Your objective: Every line containing the word "turn" must be pulled from the records.

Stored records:
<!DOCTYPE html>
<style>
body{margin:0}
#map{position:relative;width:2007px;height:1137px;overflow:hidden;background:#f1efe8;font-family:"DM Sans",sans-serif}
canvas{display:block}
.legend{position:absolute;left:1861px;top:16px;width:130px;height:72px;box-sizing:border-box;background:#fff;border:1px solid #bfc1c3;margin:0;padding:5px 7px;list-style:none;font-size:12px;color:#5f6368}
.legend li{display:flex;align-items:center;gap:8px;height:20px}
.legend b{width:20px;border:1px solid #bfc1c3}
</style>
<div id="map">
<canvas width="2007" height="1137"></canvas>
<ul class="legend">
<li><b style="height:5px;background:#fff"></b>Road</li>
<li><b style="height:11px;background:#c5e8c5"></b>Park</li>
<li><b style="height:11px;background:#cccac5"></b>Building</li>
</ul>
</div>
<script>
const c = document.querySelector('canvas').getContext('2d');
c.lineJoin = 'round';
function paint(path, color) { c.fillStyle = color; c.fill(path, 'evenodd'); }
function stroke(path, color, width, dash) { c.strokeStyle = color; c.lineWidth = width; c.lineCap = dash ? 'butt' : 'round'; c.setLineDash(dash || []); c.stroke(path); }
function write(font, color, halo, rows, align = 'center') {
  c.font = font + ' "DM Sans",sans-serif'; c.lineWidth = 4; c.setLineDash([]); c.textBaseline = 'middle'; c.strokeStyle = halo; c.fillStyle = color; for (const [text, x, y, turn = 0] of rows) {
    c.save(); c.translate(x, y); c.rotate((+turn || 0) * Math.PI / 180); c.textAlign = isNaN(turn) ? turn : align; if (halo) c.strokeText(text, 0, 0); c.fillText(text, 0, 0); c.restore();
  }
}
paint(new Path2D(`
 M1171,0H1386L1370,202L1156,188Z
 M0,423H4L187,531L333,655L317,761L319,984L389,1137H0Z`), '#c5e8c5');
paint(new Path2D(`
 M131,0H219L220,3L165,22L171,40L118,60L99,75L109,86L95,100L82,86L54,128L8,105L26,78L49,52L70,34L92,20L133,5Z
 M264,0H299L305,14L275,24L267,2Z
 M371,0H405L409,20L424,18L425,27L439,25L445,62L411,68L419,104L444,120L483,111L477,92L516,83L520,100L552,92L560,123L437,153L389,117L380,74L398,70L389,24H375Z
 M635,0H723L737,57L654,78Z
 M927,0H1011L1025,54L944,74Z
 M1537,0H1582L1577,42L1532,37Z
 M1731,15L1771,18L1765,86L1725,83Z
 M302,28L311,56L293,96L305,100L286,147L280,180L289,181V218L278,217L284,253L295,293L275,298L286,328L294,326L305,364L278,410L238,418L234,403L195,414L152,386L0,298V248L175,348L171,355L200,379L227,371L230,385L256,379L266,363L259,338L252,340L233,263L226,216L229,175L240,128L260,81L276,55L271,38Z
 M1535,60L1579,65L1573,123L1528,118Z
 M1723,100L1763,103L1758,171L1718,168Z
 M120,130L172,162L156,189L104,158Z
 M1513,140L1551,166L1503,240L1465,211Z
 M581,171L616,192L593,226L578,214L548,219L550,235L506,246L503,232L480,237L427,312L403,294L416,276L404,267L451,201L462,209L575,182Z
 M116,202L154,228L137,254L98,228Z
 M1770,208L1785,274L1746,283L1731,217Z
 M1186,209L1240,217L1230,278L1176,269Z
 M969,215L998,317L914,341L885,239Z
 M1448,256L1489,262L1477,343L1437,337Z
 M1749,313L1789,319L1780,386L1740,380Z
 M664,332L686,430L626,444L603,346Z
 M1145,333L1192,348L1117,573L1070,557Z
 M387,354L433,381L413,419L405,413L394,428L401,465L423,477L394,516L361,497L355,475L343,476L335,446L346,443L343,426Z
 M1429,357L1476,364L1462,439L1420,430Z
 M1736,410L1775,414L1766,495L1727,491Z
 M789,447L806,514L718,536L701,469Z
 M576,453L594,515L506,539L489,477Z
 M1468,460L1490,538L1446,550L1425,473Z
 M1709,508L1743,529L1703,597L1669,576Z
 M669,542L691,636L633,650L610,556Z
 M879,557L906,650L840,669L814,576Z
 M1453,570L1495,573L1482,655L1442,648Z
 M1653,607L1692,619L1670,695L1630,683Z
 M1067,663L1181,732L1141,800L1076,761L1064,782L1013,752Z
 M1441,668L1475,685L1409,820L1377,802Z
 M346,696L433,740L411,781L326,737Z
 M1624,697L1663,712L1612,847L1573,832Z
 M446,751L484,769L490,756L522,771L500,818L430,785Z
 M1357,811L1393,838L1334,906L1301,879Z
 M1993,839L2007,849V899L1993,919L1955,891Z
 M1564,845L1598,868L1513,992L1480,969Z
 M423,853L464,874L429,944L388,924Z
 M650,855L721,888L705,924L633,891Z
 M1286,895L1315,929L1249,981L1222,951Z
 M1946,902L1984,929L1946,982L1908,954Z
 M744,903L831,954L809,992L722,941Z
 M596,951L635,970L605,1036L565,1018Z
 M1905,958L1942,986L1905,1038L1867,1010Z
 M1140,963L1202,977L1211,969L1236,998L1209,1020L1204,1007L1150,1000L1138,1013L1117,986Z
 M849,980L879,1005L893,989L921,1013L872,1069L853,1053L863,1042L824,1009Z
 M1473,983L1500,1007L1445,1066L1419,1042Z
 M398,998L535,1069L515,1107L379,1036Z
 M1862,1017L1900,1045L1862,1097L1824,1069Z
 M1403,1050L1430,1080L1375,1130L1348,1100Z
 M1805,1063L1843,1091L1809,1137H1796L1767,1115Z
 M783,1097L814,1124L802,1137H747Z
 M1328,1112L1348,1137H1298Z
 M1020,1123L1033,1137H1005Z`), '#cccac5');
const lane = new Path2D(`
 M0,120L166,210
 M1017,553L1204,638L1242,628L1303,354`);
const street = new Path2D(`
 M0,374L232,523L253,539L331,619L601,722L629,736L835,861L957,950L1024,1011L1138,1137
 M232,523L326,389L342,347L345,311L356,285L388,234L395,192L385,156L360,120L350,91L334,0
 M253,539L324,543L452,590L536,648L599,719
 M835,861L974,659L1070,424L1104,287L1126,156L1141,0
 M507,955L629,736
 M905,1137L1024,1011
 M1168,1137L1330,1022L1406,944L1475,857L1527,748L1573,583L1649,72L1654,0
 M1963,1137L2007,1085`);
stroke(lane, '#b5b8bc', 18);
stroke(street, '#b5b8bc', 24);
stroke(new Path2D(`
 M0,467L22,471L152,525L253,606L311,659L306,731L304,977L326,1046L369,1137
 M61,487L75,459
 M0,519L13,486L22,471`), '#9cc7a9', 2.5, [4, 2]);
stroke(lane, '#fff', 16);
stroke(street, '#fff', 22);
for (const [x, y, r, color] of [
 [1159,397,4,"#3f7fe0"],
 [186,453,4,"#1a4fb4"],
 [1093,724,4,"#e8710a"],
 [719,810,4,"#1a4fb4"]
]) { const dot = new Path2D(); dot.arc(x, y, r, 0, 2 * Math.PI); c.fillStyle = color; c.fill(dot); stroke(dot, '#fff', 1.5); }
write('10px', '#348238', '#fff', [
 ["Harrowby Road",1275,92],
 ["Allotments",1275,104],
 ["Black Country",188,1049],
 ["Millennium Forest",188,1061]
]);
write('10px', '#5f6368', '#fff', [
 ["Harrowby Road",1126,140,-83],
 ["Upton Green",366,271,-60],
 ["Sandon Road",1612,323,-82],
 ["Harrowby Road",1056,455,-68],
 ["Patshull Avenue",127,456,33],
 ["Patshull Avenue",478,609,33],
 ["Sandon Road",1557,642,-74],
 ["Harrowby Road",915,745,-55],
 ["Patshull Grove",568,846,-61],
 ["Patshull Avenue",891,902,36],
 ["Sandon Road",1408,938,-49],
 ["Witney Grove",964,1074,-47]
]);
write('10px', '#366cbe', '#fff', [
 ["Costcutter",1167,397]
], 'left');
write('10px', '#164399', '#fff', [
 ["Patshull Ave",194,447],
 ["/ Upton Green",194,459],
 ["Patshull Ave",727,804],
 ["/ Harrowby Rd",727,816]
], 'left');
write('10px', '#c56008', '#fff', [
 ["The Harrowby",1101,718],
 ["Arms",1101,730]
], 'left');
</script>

Response to the exercise:
  c.font = font + ' "DM Sans",sans-serif'; c.lineWidth = 4; c.setLineDash([]); c.textBaseline = 'middle'; c.strokeStyle = halo; c.fillStyle = color; for (const [text, x, y, turn = 0] of rows) {
    c.save(); c.translate(x, y); c.rotate((+turn || 0) * Math.PI / 180); c.textAlign = isNaN(turn) ? turn : align; if (halo) c.strokeText(text, 0, 0); c.fillText(text, 0, 0); c.restore();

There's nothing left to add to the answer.